I designed my session folder structure around this insight. Session-id-based archiving keeps handover documents organized, and the fixed-prefix convention for resume prompts means the first 40-50K tokens of every new session hit the KV cache. Pre-indexing session archives with QMD (a tool I covered separately) makes the retrieval step faster when sub-agents need to search historical sessions.

What actually matters here

The real takeaway isn’t that Codex’s approach is better or worse than Claude Code’s. Both lose information during compaction. Both struggle with long sessions. The architectural difference (encrypted opaque blob vs. human-readable compaction block) reflects different design philosophies, but the fundamental limitation is the same: context windows are finite, and summarization is lossy.

What matters is what you build around that limitation. The session handover pattern, gap analysis, JSONL-based retrieval, KV cache optimization: these are engineering solutions to a problem that no amount of model improvement will fully solve. A 500K or 1M token context window delays the problem but doesn’t eliminate it.

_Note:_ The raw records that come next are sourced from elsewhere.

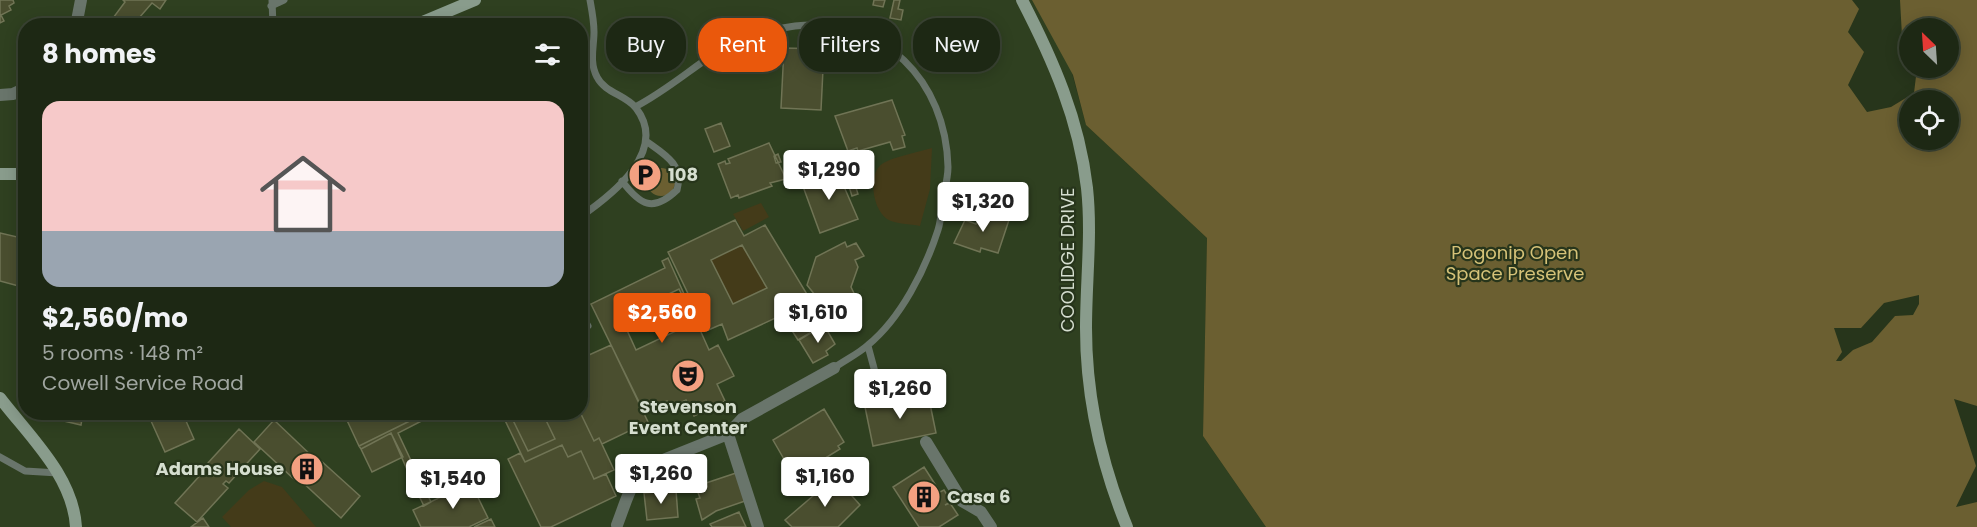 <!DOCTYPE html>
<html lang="en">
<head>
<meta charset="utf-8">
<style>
	:root { --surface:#1d2814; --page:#25301d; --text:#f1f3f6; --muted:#a0a6a0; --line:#3b4434; --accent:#ea580c }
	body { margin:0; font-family:Poppins,sans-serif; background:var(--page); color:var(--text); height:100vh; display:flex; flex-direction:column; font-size:22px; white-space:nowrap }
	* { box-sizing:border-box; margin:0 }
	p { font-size:20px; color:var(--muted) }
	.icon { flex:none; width:33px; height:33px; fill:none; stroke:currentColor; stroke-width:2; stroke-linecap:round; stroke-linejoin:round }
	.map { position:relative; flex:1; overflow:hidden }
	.panel { position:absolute; left:18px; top:18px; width:570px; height:402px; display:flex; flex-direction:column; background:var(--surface); border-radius:24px; box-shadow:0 3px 15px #0003,0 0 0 2px var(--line) }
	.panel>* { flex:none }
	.hud { position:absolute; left:606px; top:18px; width:570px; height:54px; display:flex; gap:12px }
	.needle { width:39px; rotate:335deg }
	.fabs { position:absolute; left:1899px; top:18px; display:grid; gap:12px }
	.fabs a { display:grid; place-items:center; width:60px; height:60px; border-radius:50%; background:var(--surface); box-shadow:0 3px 15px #0003,0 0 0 2px var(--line); font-size:30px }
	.price { position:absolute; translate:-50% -51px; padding:0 14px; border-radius:6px; background:#fff; color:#222; font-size:20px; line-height:39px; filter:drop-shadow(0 2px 3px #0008) }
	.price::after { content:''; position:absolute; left:50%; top:36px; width:18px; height:14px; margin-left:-9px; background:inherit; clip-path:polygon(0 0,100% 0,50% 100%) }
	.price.on { background:var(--accent); color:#fff }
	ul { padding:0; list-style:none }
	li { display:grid; align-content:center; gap:12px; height:318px; padding:0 24px }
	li+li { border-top:2px solid var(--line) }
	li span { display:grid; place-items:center; height:186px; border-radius:18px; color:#555 }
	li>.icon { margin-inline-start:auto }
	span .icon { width:108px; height:108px; fill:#fffc; stroke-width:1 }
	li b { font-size:26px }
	h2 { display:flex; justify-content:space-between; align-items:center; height:72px; padding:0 24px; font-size:26px }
	.pill { padding:0 21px; border-radius:24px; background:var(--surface); box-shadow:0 3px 15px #0003,0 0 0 2px var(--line); font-size:21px; line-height:54px }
	.pill.on { background:var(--accent); color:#fff }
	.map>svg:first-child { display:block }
</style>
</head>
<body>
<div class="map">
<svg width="1977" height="527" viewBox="0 0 1977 527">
	<rect width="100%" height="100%" fill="#27351b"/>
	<path fill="#2f4020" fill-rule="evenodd" d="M0 0H1052L1086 125 1207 238 1203 436 1266 527H0ZM26 26H580V412H26Z"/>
	<path fill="#443b19" d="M932 148 930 189 920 226C911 224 895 224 887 219 873 210 867 175 882 164 892 157 919 152 932 148Z
		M761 203 769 217 743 231 733 214Z
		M742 245 767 288 733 304 711 260Z
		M689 459 691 464 683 469 691 467 694 475 680 480 675 464Z
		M264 481 282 487 316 527H231L222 517 249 490Z"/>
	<path fill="#6b5f31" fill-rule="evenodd" d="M1032 0H1852L1859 9 1848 32 1864 52 1848 85 1867 112 1891 107 1914 93 1917 68H1948V28H1910L1909 38 1902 36 1900 0H1977V406L1954 399 1976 466 1956 507 1977 502V527H1266L1203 436 1207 238 1086 125 1073 75ZM1948 100V140H1910V100ZM1919 295V304L1913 315 1895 316 1872 342 1853 350 1841 361H1836L1842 352 1834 328H1861L1884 303Z
		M647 182a14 14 0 1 1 28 0a14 14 0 1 1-28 0Z"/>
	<path fill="#4a4e2f" stroke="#707455" stroke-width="1.5" fill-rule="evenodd" d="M0 0H13L14 3 9 6 11 10 1 15 4 21 0 23Z
		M123 0H166L160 9 152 3 132 26H123L113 18 125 2Z
		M874 0H885L883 7 873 5Z
		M894 0H900L898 9 903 10 901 20 890 18Z
		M784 48 824 49 821 110 781 108Z
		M892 100 905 135 902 136 905 147 893 150 890 142 858 151 857 148 848 151 835 116Z
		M721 123 730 146 714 152 705 129Z
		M769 143 786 179 770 183 772 186 739 198 738 195 731 198 718 164 725 161 726 164 730 163 728 159Z
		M778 154 781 162 776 163 774 156Z
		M836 168 858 219 820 233 801 181Z
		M851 172 858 194 852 196 845 174Z
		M980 210 1009 220 998 253 981 248 980 252 954 243 965 220 976 224Z
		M735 220 744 236 765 225 825 324 798 340 782 315 728 340 722 324 706 331 668 252ZM742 245 767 288 733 304 711 260Z
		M0 233 26 239V288L0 281Z
		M845 242 847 247 856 243 864 256 855 260 858 267 851 287 861 308 836 321 807 285 816 257Z
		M668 258 709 350 718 345 734 376 717 384 725 401 694 416 686 400 670 408 667 401 644 412 591 304 665 268 662 261ZM679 289 695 322 636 350 621 317Z
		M824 325 835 344 826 351 828 355 813 363 799 340Z
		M611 345 648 422 602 444 599 438 594 441 580 412V359Z
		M928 394 936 433 873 446 865 407Z
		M824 409 844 442 838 446 840 449 806 470 803 466 792 473 773 440Z
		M56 412H83L81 425 55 419Z
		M147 412H182L194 439 165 452Z
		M346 412H428L359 446 344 414Z
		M428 412H439L398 433 423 486 416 490 391 433 361 449 359 446Z
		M501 412H509L528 451 555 439 542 412H580L594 441 599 438 614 470 594 479 581 451 568 457 562 445 525 462Z
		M509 412H542L555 439 528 451Z
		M274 420 314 458 311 462 314 464 319 459 360 496 341 518 300 480 303 477 299 474 295 480 254 442Z
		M239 429 260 449 229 483 226 481 223 484 228 488 197 522 175 503 204 471 208 475 213 469 207 464Z
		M391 433 403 457 372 472 361 449Z
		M562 445 568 457 581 451 594 479 606 474 616 496 551 527H541L508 459 520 453 525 462Z
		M924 467 940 492 944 490 951 501 945 505 950 503 958 515 939 527H919L893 487Z
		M736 473 745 501 716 511 702 520 696 499 700 498 697 490 707 487 706 483Z
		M835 477 860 505 838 527H792L785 520Z
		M471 483 488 518 469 527H421L413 510Z
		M423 486 431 502 424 506 416 490Z
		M676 490 678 517 647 520 644 493Z
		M739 512 746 527H712L710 524Z
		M203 518 209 527H191Z
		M491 519 495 527H474Z"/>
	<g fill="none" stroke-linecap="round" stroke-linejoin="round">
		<path stroke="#69756b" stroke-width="7" d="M272 0 273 26
			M271 6 284 0
			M635 107C664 92 687 72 714 54 737 39 769 29 795 26 884 16 946 81 948 167 948 179 944 192 942 203 941 212 941 221 938 230 925 270 901 318 868 345 858 354 845 360 834 368
			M622 181C640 205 653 213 677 190 684 164 664 154 646 141
			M580 217C612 195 669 151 636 108 626 95 605 93 597 77 589 62 594 47 594 32 594 21 592 11 590 0
			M580 312 588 326 580 330
			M868 346 875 372
			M0 457 25 471 58 473"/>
		<path stroke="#69756b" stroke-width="12" d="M76 26 81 0
			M0 95 13 94 26 88
			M728 434 758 527
			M926 442 962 501 981 512 991 527
			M617 525C625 505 631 479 648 466L728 434 742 419 834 368"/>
		<path stroke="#899c8c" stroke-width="12" d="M1022 0C1053 60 1079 119 1087 188 1092 234 1086 281 1086 328 1086 398 1101 463 1127 527
			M413 26 475 0
			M0 174H26
			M0 398C29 436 73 476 76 527"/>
	</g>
	<defs>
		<symbol id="parking-disc" viewBox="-11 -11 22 22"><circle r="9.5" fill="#f3a081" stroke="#27351b"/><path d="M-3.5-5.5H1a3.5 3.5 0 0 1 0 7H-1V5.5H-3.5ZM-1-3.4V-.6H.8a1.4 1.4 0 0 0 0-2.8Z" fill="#111"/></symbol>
		<symbol id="theatre-disc" viewBox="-11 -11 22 22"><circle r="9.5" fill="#f3a081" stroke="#27351b"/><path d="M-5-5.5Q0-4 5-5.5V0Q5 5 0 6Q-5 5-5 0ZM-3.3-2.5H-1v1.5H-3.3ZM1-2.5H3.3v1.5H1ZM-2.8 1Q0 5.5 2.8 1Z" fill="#111"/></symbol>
		<symbol id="building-disc" viewBox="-11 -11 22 22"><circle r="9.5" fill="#f3a081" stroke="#27351b"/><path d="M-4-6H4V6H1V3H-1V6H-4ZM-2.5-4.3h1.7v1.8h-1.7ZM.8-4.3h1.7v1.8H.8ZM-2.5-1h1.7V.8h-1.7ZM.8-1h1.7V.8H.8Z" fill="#111"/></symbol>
	</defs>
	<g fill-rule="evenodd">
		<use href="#parking-disc" x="626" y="156" width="38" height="38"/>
		<use href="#theatre-disc" x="669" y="357" width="38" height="38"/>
		<use href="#building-disc" x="288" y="450" width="38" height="38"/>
		<use href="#building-disc" x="905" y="478" width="38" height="38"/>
	</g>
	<g text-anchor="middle" stroke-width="4.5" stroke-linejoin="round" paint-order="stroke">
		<g font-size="18" font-weight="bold" fill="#d5decf" stroke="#27351b" text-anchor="start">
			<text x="668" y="181">108</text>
			<text x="688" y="413" text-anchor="middle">Stevenson<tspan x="688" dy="21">Event Center</tspan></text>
			<text x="284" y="475" text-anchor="end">Adams House</text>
			<text x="947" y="503">Casa 6</text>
		</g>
		<g font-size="18" fill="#d5c278" stroke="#27351b">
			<text x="1515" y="259">Pogonip Open<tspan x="1515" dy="21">Space Preserve</tspan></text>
		</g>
		<g font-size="18" fill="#d5decf" stroke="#27351b">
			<text transform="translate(1068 260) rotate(-90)" y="6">COOLIDGE DRIVE</text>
		</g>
	</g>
</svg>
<div class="fabs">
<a><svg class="needle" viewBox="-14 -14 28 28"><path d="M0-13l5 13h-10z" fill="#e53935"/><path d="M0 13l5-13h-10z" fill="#a0a6a0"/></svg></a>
<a><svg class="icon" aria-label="locate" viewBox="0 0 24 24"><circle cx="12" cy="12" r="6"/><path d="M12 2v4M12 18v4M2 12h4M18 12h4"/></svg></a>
</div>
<b class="price" style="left:829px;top:201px">$1,290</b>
<b class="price" style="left:983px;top:233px">$1,320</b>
<b class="price on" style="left:662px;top:344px">$2,560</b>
<b class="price" style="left:818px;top:344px">$1,610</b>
<b class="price" style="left:900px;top:420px">$1,260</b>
<b class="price" style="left:661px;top:505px">$1,260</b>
<b class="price" style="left:825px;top:508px">$1,160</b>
<b class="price" style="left:453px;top:510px">$1,540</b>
<div class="hud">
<a class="pill">Buy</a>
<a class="pill on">Rent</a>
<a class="pill">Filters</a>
<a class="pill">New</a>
</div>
<section class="panel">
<h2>8 homes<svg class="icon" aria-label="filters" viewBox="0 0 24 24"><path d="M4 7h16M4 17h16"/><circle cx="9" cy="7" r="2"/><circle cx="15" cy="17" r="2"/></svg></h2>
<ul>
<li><span style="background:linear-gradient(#f6c9c9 70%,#9aa5b1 0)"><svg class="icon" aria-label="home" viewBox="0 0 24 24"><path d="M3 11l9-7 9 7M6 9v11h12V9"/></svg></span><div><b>$2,560/mo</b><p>5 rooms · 148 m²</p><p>Cowell Service Road</p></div></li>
</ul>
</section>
</div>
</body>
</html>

The bottleneck in AI coding tools isn’t model intelligence. It’s context management. I’ve seen this firsthand: a mediocre summary with good retrieval outperforms an excellent summary with no retrieval every time. Building systems that retrieve forgotten information reliably matters more than building systems that summarize more accurately.

Technical details sourced from Kangwook Lee’s analysis and public API documentation from both OpenAI and Anthropic.